Using Spark Application Frameworks, Spark simplifies access to machine learning and predictive analytics at scale.
Spark is mainly written in http://scala-lang.org/[Scala], but provides developer API for languages like Java, Python, and R.
If you have large amounts of data that requires low latency processing that a typical MapReduce program cannot provide, Spark is a viable alternative.
- Access any data type across any data source.
- Huge demand for storage and data processing.
The Apache Spark project is an umbrella for https://jaceklaskowski.gitbooks.io/mastering-spark-sql/[SQL] (with Datasets), https://jaceklaskowski.gitbooks.io/spark-structured-streaming/[streaming], http://spark.apache.org/mllib/[machine learning] (pipelines) and http://spark.apache.org/graphx/[graph] processing engines built on top of the Spark Core. You can run them all in a single application using a consistent API.

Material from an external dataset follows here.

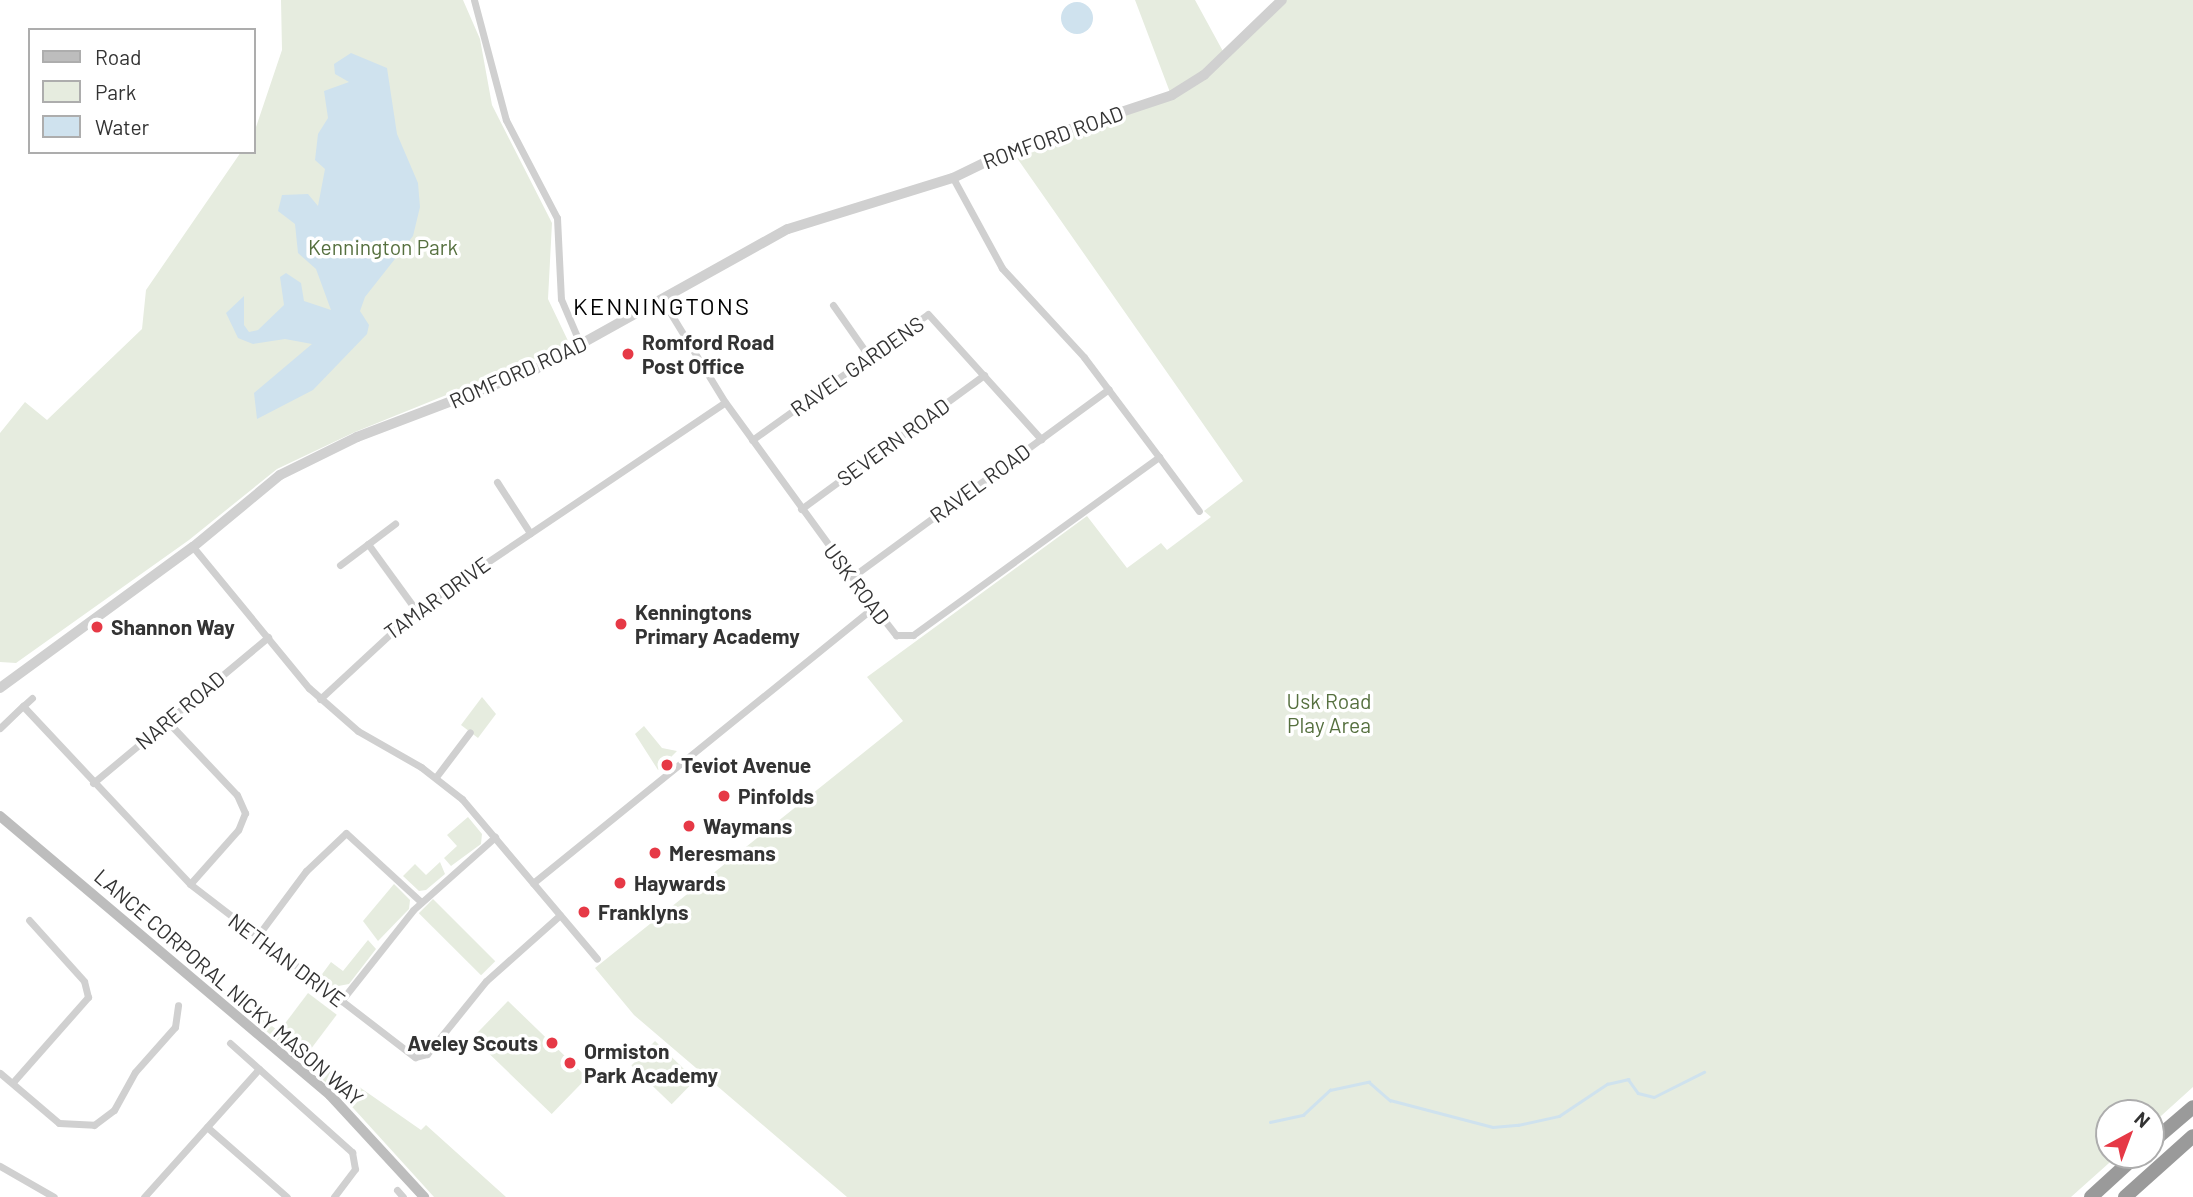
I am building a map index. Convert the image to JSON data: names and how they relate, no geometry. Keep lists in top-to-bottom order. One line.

Spark runs locally as well as in clusters, on-premises or in cloud. It runs on top of Hadoop YARN, Apache Mesos, standalone or in the cloud (Amazon EC2 or IBM Bluemix).
Apache Spark's https://jaceklaskowski.gitbooks.io/spark-structured-streaming/[Structured Streaming] and https://jaceklaskowski.gitbooks.io/mastering-spark-sql/[SQL] programming models with MLlib and GraphX make it easier for developers and data scientists to build applications that exploit machine learning and graph analytics.
At a high level, any Spark application creates RDDs out of some input, run rdd:index.md[(lazy) transformations] of these RDDs to some other form (shape), and finally perform rdd:index.md[actions] to collect or store data. Not much, huh?
You can look at Spark from programmer's, data engineer's and administrator's point of view. And to be honest, all three types of people will spend quite a lot of their time with Spark to finally reach the point where they exploit all the available features. Programmers use language-specific APIs (and work at the level of RDDs using transformations and actions), data engineers use higher-level abstractions like DataFrames or Pipelines APIs or external tools (that connect to Spark), and finally it all can only be possible to run because administrators set up Spark clusters to deploy Spark applications to.
It is Spark's goal to be a general-purpose computing platform with various specialized applications frameworks on top of a single unified engine.
NOTE: When you hear "Apache Spark" it can be two things -- the Spark engine aka Spark Core or the Apache Spark open source project which is an "umbrella" term for Spark Core and the accompanying Spark Application Frameworks, i.e. Spark SQL, spark-streaming/spark-streaming.md[Spark Streaming], spark-mllib/spark-mllib.md[Spark MLlib] and spark-graphx.md[Spark GraphX] that sit on top of Spark Core and the main data abstraction in Spark called rdd:index.md[RDD - Resilient Distributed Dataset].
Why Spark¶
Let's list a few of the many reasons for Spark. We are doing it first, and then comes the overview that lends a more technical helping hand.
Easy to Get Started¶
Spark offers spark-shell that makes for a very easy head start to writing and running Spark applications on the command line on your laptop.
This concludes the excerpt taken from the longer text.